Proposition de loi ordinaire instaurer un moratoire sur la construction d’ouvrages de stockage de l’eau à usage d’irrigation agricole et réformant le code de l’environnement concernant l’usage de l’eau en agriculture
Sur le projet de loi
| Dépôt du projet de loi : | 20 décembre 2023 |
|---|---|
| Nombre d'étape : | 1 étape |
| Articles au dépôt : | 9 articles |
| Nombre d'amendement déposé : | 0 amendement |
| Amendement adopté : | 0 amendement |
Document parlementaire • 0
Commentaire • 0
Texte du document
En raison de l'accélération du changement climatique et de ses conséquences pour la gestion équilibrée et durable de la ressource en eau, ainsi que pour le respect des équilibres naturels et l'accès à l'eau potable inscrits à l'article L. 210-1 du code de l'environnement, est instauré un moratoire suspendant la délivrance des autorisations environnementales prévues au I de l'article L. 214-3 du même code pour les ouvrages de stockage de l'eau à usage d'irrigation agricole alimentés par des prélèvements dans les eaux superficielles ou souterraines ainsi que pour les infrastructures associées à ces ouvrages. Ce moratoire s'applique à compter de la promulgation de la présente loi jusqu'à la promulgation d'une réforme du code de l'environnement concernant l'usage de l'eau en agriculture, y compris aux demandes d'autorisation environnementale en cours d'instruction.
Dans l'intérêt de la salubrité publique, de la sécurité d'approvisionnement en eau potable des populations et de la préservation des milieux aquatiques, les autorisations environnementales délivrées pour des ouvrages de stockage de l'eau à usage d'irrigation agricole alimentés par des prélèvements dans les eaux superficielles ou souterraines ainsi que pour les travaux et infrastructures associés à ces ouvrages, dont les travaux n'ont pas commencé, sont abrogées sans indemnité de la part de l'État exerçant ses pouvoir de police conformément au II et selon les modalités prévues au III de l'article L. 214-4 du code de l'environnement.
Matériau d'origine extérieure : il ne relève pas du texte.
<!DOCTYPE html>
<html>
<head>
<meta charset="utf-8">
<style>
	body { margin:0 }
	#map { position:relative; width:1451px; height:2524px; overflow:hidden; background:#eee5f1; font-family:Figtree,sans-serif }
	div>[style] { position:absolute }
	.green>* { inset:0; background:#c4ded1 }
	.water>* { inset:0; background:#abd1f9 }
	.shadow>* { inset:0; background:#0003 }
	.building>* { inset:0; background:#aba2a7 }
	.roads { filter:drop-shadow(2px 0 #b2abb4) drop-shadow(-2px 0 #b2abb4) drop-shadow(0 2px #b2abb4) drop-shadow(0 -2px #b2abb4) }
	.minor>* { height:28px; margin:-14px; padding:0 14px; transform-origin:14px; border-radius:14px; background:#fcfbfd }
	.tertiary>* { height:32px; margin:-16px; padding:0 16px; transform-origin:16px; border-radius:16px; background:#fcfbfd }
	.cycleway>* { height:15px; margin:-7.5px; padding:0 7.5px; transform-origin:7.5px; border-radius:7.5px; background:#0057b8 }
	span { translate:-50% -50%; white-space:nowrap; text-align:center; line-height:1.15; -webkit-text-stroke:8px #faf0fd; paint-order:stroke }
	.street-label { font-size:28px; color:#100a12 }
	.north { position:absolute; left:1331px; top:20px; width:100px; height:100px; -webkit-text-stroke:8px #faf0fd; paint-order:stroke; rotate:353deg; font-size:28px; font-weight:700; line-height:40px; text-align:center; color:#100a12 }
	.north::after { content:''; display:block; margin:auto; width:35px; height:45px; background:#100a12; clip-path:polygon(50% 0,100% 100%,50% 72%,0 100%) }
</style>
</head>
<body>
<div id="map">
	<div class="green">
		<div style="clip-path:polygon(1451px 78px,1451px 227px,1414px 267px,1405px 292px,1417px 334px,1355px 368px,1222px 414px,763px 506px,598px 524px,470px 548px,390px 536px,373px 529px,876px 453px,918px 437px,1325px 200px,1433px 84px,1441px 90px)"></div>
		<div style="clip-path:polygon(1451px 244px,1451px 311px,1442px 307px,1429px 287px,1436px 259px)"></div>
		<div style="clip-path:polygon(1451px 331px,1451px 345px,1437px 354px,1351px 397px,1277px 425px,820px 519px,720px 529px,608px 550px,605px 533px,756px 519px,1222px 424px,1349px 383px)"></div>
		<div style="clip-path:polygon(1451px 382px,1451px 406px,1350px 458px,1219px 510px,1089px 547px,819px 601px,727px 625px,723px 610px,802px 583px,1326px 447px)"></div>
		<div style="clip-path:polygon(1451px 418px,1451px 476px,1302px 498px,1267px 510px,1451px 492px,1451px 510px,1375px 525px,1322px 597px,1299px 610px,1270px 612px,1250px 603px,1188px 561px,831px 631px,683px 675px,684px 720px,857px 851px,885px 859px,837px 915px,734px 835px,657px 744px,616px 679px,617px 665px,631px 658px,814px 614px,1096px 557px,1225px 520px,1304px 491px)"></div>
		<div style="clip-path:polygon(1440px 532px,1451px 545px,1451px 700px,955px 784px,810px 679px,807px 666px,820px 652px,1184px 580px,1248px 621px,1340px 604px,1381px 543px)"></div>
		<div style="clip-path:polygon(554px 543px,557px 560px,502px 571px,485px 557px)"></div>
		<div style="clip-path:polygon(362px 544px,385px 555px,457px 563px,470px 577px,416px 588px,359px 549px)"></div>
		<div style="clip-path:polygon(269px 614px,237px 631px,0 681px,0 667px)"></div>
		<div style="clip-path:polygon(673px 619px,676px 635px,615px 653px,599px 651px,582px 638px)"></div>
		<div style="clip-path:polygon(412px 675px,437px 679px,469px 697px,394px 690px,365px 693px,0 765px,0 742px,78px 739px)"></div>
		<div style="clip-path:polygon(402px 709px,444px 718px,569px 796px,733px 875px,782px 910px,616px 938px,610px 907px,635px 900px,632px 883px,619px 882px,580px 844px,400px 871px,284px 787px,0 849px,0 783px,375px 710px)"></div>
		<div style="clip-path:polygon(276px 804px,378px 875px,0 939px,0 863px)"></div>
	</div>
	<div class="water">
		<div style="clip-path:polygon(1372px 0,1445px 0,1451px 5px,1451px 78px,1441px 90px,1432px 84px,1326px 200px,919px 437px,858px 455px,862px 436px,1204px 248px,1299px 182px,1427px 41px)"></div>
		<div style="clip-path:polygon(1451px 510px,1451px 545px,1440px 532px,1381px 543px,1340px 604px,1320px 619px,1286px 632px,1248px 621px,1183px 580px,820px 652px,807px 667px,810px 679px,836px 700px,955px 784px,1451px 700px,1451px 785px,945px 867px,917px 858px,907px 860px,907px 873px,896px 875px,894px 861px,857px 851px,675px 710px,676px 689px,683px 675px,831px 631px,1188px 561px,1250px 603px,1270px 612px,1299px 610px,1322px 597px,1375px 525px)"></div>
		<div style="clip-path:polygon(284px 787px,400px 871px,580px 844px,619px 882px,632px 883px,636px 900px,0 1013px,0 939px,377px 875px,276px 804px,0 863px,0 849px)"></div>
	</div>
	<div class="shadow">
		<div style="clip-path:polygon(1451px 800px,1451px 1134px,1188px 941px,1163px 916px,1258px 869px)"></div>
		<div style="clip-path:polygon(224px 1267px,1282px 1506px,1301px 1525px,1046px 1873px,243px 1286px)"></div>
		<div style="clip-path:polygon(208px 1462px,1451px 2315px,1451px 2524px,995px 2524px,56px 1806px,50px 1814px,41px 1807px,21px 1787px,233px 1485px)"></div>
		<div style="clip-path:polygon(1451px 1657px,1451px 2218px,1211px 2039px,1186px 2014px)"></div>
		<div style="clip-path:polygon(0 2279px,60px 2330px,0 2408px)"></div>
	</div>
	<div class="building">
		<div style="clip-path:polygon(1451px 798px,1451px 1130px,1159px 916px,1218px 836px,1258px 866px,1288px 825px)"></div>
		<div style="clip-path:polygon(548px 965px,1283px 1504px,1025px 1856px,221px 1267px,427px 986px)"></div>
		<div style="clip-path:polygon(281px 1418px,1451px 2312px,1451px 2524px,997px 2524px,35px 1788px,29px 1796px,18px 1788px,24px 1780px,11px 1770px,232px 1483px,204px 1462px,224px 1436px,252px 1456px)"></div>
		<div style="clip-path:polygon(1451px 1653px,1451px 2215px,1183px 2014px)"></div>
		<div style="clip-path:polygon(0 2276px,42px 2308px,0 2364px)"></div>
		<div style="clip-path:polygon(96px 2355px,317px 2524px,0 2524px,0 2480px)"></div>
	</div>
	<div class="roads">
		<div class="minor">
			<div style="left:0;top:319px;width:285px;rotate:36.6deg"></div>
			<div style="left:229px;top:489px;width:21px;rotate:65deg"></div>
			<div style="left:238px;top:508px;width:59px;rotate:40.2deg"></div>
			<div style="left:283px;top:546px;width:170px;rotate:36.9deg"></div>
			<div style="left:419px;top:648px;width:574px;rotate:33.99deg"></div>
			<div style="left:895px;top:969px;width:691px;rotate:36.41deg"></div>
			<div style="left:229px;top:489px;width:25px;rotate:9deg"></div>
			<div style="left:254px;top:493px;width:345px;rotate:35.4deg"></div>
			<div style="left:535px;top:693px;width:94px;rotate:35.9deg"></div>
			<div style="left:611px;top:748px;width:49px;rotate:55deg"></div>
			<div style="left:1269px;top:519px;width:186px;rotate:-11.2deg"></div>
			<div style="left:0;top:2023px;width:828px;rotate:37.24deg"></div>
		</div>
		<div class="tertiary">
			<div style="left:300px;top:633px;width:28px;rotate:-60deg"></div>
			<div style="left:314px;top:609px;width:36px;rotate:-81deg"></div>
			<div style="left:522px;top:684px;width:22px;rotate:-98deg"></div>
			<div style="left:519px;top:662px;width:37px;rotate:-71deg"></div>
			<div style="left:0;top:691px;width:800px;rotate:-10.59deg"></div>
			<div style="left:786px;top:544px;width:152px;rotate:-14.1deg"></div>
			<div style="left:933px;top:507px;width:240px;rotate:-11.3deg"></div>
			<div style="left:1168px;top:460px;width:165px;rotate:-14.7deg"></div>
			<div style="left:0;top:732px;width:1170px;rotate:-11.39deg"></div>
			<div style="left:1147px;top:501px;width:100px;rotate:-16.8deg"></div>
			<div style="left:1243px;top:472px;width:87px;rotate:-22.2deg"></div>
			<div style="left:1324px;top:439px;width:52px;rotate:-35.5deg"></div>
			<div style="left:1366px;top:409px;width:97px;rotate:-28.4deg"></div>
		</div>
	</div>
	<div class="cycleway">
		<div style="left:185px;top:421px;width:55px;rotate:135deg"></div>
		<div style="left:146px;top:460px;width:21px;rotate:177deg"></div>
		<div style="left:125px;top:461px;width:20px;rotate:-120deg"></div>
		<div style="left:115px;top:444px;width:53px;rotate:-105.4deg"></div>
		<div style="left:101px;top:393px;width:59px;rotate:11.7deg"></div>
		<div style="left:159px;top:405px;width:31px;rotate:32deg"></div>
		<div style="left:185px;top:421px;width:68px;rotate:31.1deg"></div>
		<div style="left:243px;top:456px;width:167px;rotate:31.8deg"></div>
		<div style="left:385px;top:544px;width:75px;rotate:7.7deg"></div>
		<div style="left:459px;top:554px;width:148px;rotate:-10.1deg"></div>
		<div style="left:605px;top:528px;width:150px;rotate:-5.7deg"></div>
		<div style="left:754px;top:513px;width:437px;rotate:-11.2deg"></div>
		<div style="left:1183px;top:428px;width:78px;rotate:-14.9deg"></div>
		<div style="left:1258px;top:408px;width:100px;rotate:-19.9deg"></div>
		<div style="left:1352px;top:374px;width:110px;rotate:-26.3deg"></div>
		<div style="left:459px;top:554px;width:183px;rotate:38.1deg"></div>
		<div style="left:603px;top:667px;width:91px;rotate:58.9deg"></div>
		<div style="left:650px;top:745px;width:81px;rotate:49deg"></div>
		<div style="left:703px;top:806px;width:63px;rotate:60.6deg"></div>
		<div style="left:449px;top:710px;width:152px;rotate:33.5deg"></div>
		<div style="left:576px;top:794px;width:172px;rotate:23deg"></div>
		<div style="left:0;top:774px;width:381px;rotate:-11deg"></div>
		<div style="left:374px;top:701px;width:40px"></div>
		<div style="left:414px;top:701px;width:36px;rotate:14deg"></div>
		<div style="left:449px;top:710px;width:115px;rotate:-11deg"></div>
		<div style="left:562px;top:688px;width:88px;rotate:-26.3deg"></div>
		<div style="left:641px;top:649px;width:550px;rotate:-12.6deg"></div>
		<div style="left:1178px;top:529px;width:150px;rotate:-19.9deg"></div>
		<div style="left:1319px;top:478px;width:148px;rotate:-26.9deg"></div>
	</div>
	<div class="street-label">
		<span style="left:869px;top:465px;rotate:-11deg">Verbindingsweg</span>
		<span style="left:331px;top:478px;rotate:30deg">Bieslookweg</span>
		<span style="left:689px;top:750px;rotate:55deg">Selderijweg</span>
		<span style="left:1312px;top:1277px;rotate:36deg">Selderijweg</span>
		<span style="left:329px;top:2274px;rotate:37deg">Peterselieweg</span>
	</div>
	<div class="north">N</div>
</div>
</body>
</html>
Le cas échéant, les concours financiers des agences de l'eau définis à l'article L. 213-8-1 du même code et prévus en application de l'article L. 213-9-2 pour la construction de ces ouvrages, sont annulés.
Dans les territoires et bassins concernés, la gestion de l'eau pour l'irrigation agricole fait l'objet d'une concertation préalable définie à la section 4 du chapitre 1er du titre II du livre Ier du code de l'environnement, sur la base des données scientifiques les plus récentes, de la prise en compte de l'impact du changement climatique sur la ressource en eau, les milieux aquatiques et l'accès à l'eau potable, de la nécessaire restauration de la qualité de l'eau et de la prise en compte de tous les usages de l'eau dans le respect de la hiérarchie des usages de l'eau précisée au II de l'article L. 211-1 du même code.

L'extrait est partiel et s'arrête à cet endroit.